Housing Minister Phil Twyford wants to ban letting fees. David Kneebone, General Manager of Lodge City Rentals, outlines why that is a bad idea.
Over the past two weeks there have been two stories prominent in the media that felt the wrath of my furrowed brow, condemnation and head shaking.
I nearly spat my coffee out reading of the appalling judgement shown by three senior members of the Australian cricket team to cheat in a test against South Africa and was matched in my disappointment (admittedly to a slightly less scandalous degree) by the latest bill Housing Minister Phil Twyford tabled in parliament.
Against my sage advice that I offered to Jacinda late last year, Twyford has tabled a bill that would ban landlords from charging letting fees.
Twyford was previously considering doing this as part of a wider overhaul of the renting system but has now decided to do it as a stand-alone bill instead. Phil, Phil, Phil….
Twyford has come out swinging with some strong rhetoric about letting fees which I believe is misguided and uneducated.
"Letting fees are an unjustifiable tax on renters" Twyford was reported as saying, describing them as a method of "gouging renters". My brow lowered.
He also said he didn’t expect rents to rise in response. That could be a new billboard for Tui.

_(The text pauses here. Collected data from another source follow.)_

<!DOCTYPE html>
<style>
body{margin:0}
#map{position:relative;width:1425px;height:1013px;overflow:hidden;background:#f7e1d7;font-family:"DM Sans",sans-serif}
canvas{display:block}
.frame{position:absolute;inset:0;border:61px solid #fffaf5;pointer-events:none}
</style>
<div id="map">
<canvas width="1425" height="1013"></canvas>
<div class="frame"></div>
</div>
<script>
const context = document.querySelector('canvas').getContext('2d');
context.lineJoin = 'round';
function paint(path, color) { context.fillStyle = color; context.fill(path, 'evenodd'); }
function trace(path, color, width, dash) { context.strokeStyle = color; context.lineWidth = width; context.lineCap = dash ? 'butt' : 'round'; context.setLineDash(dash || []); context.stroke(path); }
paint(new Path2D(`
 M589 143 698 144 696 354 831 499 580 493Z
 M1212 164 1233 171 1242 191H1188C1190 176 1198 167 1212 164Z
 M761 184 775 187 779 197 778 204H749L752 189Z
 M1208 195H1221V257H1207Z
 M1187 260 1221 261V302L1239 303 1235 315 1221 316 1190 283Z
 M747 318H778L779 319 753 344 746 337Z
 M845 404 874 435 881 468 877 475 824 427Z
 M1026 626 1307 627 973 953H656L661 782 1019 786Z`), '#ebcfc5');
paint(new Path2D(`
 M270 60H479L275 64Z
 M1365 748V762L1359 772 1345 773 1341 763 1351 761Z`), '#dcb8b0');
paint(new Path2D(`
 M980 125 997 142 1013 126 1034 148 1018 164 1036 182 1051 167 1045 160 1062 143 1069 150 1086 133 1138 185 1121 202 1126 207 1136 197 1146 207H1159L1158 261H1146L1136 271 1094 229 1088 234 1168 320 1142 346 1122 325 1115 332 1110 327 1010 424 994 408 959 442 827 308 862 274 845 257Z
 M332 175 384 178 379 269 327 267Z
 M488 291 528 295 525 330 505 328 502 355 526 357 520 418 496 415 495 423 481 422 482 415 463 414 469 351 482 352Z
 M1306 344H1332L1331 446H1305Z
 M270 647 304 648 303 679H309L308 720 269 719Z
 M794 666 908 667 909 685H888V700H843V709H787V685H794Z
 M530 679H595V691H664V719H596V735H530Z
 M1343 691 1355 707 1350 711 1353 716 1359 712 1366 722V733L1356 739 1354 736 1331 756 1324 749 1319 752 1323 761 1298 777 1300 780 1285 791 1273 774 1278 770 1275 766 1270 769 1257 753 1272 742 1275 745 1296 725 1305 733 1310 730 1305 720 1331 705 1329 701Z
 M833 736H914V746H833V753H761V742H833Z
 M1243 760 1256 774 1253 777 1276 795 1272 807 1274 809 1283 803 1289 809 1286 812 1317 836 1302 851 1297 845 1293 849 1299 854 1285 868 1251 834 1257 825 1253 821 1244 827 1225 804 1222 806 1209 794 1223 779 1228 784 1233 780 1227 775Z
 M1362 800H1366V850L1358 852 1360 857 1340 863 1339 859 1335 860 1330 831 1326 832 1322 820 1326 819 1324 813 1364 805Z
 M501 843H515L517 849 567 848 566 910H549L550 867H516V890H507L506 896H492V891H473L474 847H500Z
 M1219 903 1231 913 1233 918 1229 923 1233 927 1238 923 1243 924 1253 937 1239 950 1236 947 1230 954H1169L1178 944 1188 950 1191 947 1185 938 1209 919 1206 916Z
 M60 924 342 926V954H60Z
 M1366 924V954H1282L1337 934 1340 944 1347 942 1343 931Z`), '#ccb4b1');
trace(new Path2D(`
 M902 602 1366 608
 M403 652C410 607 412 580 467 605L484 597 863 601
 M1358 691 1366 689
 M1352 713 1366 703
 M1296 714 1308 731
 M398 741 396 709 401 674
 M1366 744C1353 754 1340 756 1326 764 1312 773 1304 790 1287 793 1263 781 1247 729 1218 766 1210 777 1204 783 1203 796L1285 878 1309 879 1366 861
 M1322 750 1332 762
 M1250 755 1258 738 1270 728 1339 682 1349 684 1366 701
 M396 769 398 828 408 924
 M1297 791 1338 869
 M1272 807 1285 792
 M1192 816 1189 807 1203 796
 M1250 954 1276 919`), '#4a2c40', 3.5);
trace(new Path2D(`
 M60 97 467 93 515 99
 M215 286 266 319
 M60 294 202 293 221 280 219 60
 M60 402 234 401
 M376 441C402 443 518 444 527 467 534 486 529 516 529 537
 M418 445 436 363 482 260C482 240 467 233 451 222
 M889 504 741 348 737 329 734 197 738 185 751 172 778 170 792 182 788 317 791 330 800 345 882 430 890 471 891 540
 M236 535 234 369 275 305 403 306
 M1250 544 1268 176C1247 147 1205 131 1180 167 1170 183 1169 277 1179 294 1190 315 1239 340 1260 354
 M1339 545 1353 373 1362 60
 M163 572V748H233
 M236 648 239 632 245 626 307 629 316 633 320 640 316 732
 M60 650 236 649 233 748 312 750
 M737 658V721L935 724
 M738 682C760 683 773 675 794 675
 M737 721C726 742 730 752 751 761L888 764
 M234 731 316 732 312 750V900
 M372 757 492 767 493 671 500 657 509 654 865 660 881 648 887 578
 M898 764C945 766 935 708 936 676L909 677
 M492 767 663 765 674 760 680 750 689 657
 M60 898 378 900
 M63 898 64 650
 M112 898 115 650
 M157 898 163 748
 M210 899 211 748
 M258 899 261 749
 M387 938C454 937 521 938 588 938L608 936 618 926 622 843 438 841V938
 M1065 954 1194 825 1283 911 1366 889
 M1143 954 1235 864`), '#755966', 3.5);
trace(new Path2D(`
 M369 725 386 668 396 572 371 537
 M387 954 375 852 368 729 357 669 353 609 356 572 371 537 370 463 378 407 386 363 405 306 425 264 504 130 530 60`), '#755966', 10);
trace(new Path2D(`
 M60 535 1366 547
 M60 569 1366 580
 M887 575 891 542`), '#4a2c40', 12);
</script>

As the General Manager of Lodge City Rentals, I know first-hand how time-consuming and costly the process is for our property managers to secure the right tenants. Politicians often live in an alternative universe, but the reality is these costs will be passed on to the landlord and rents will likely increase to compensate.
At Lodge City Rentals we believe property is an investment worth protecting and to do that, it’s essential we help you know as much about the person who is living under your roof as possible. The letting fee we charge our tenants goes some way to recouping the costs involved in providing a valuable service to both tenants and landlords in securing the right fit of tenants and property.
On average, Lodge City Rentals conducts just over five viewings on location for prospective tenants to get first-hand information on properties that may or may not suit them – and that’s the easy part!
If a tenant is interested they will submit an application to our team. We then check their references, credit rating, verify their income, and check their profile and activity on social media. We also subscribe to databases of tenants which will ascertain any previous issues that may have occurred, both in New Zealand and overseas.
This process is time-consuming and costly. These costs will be passed to the landlord and rents will go up, but it will also have the effect of periodic tenancies being phased out, meaning the flexibility many tenants enjoy will reduce.
Landlords can currently charge new tenants when letting a property, nominally to cover fees they have paid letting agents. There is no maximum.
Essentially a letting fee is a term and condition of the tenancy. It can only be charged when a solicitor or real estate agent is acting on behalf of the landlord in relation to the grant of the tenancy.
Twyford’s new bill has the support of the three parties in government, so I realise I’m pissing into the wind a bit here, as the bill will likely be passed by the end of the year. But, it’s important to understand that its premise is misguided and what the likely repercussions will be.
This type of policy will see rents rise and tenants having less flexibility. If tenants don't pay the letting fee then landlords will have to, and how will they recover that fee? By raising rents.
So Phil, how about you find out what the real benefit of letting fees are and why we charge them? I’ll shout you coffee at Grey St Kitchen so you can hear it from our point of view.